* **ACTIVITY**
Check each line of the entries below for the word "paint", and copy out the ones that have it.

[RECORDED INFORMATION Boundary: Start]

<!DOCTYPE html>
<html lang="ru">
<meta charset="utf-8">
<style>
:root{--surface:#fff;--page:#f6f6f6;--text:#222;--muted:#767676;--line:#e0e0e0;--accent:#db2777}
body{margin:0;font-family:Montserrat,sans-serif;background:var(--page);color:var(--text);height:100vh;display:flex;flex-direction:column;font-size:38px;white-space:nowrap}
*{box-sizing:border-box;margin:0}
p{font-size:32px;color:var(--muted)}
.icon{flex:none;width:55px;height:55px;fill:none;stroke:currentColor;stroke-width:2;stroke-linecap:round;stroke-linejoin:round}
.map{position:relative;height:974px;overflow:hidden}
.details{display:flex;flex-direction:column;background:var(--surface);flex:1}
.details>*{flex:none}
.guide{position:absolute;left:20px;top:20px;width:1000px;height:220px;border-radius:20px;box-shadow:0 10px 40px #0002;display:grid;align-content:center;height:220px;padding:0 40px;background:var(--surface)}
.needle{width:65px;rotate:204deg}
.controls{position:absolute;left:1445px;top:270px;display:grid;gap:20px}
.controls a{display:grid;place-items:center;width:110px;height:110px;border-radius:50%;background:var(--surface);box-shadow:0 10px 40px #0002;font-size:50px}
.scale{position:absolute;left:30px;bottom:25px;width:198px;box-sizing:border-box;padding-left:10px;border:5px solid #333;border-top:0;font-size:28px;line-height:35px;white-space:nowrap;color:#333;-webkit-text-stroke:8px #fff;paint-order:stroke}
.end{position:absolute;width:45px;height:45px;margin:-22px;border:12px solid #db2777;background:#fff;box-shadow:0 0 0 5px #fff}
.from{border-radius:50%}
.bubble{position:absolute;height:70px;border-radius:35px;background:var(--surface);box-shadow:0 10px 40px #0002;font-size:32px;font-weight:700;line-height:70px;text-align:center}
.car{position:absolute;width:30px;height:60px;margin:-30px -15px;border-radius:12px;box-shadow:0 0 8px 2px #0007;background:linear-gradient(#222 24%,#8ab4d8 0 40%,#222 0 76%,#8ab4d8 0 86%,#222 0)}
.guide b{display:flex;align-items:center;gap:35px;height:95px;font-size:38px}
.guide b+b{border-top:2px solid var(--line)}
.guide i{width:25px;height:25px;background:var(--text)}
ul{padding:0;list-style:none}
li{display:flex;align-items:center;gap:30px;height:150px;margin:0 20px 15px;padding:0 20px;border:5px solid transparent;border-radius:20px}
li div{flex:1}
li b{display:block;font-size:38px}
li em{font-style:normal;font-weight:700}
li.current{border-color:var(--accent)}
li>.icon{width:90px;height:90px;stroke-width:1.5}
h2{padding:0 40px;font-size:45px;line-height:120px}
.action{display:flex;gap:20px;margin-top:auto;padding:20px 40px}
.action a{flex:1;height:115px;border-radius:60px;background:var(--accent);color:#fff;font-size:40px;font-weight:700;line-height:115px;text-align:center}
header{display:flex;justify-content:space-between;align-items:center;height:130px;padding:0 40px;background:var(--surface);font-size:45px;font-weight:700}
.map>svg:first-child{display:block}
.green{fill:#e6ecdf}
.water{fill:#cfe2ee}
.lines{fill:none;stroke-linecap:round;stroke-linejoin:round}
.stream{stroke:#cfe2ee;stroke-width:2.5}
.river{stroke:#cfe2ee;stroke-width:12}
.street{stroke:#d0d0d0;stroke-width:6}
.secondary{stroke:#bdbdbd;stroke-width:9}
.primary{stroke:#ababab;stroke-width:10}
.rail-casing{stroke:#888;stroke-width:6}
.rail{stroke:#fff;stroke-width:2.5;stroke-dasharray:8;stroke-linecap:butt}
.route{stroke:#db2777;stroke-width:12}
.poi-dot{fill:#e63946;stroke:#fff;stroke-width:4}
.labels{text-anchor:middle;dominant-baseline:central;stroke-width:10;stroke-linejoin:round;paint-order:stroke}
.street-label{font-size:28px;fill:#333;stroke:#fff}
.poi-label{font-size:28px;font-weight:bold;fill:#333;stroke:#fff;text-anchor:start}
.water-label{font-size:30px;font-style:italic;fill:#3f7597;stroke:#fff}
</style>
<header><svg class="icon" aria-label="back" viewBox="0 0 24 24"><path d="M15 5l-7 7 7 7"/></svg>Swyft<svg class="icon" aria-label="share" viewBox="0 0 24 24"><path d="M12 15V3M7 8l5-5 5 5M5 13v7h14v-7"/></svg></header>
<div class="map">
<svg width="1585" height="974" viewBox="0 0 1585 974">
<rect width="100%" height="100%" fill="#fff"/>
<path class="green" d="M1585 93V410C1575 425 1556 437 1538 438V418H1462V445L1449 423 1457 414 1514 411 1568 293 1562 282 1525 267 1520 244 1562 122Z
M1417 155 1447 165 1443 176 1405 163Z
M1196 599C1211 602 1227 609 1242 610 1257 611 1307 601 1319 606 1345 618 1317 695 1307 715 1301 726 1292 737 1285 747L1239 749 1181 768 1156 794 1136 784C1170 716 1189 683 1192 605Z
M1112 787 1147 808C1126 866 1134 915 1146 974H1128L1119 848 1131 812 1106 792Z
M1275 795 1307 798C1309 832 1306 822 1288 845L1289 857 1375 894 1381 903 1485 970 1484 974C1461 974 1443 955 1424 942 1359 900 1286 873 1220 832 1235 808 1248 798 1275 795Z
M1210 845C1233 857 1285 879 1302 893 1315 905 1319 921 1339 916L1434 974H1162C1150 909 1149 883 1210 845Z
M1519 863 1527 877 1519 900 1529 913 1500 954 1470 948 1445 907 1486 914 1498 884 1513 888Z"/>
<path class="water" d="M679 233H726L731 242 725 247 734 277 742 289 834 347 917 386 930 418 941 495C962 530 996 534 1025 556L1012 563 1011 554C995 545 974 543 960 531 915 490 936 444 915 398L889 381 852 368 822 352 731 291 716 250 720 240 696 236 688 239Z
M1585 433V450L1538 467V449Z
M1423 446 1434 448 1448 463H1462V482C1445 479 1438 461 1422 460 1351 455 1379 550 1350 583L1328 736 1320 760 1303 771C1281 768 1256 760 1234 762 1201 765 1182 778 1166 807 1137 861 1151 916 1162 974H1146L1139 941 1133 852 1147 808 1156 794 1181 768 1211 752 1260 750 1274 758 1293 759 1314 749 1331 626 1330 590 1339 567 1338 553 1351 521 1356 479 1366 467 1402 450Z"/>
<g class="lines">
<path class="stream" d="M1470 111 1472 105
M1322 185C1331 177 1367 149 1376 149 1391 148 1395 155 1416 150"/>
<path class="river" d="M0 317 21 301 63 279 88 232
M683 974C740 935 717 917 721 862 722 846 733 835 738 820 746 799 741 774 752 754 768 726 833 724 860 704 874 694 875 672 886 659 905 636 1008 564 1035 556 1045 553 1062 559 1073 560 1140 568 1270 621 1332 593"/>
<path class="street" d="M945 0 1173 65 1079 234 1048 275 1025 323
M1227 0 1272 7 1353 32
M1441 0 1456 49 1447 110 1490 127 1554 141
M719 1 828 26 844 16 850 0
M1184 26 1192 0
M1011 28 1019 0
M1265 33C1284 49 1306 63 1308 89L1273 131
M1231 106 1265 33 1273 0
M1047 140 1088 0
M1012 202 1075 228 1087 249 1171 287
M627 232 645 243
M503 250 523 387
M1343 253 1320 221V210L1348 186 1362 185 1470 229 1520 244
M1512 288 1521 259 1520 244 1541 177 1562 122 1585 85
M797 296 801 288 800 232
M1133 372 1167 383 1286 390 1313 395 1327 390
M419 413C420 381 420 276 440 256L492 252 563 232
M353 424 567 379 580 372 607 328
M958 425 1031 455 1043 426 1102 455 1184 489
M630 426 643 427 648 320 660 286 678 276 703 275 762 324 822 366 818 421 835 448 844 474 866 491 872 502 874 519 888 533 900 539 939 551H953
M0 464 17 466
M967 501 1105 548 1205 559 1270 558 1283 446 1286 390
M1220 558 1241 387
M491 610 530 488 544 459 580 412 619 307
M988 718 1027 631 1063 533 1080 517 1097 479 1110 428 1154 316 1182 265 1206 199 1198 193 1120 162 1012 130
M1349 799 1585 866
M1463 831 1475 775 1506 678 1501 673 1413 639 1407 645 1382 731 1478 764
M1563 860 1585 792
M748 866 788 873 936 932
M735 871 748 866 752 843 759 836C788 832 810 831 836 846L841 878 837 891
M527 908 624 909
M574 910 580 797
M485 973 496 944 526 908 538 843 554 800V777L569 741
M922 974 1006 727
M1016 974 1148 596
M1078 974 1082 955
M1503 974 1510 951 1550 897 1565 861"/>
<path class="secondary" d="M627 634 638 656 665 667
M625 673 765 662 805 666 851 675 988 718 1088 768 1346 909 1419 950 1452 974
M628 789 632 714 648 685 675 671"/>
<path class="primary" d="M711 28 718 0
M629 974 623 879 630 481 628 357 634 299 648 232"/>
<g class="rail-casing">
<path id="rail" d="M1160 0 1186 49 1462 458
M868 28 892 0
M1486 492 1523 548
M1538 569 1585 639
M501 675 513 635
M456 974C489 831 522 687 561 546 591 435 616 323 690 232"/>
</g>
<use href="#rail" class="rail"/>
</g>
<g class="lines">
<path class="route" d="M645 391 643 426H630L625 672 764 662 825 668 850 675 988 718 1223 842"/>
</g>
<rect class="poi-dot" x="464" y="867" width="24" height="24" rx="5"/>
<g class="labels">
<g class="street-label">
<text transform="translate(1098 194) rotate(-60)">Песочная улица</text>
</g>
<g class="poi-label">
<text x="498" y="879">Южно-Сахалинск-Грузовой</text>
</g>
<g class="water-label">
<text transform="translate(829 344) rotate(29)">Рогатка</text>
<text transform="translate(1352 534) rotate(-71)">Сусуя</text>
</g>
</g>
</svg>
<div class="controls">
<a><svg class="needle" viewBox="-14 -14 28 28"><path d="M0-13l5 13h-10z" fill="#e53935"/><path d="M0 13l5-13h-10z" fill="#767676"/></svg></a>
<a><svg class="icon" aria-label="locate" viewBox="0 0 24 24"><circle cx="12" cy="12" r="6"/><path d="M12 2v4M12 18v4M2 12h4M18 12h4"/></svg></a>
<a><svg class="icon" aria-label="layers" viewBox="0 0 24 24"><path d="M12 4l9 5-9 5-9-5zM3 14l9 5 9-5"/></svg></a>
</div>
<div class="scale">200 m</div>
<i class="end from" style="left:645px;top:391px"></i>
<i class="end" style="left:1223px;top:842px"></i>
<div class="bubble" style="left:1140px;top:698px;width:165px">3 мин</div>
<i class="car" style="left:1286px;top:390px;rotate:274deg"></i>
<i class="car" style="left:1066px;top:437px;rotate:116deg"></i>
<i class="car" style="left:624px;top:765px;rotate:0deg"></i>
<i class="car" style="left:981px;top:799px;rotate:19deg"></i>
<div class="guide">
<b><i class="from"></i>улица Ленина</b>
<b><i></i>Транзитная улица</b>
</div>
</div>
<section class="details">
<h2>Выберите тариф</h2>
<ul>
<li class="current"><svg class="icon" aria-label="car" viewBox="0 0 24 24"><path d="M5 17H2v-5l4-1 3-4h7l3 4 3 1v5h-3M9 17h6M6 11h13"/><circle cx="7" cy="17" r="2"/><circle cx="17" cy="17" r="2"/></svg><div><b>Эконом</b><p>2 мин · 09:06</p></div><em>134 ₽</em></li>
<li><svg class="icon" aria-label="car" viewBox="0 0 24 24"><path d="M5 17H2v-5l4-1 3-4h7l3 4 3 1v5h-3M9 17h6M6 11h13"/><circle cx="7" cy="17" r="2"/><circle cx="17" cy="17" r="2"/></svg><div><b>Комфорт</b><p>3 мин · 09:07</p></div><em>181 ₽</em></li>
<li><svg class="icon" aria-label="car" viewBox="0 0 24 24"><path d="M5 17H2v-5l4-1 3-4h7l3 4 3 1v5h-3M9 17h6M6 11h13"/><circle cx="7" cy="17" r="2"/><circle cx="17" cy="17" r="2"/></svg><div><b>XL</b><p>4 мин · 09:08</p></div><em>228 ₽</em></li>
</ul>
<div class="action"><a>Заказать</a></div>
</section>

[RECORDED INFORMATION Boundary: End]

* **EXERCISE ANSWER**
.scale{position:absolute;left:30px;bottom:25px;width:198px;box-sizing:border-box;padding-left:10px;border:5px solid #333;border-top:0;font-size:28px;line-height:35px;white-space:nowrap;color:#333;-webkit-text-stroke:8px #fff;paint-order:stroke}
.labels{text-anchor:middle;dominant-baseline:central;stroke-width:10;stroke-linejoin:round;paint-order:stroke}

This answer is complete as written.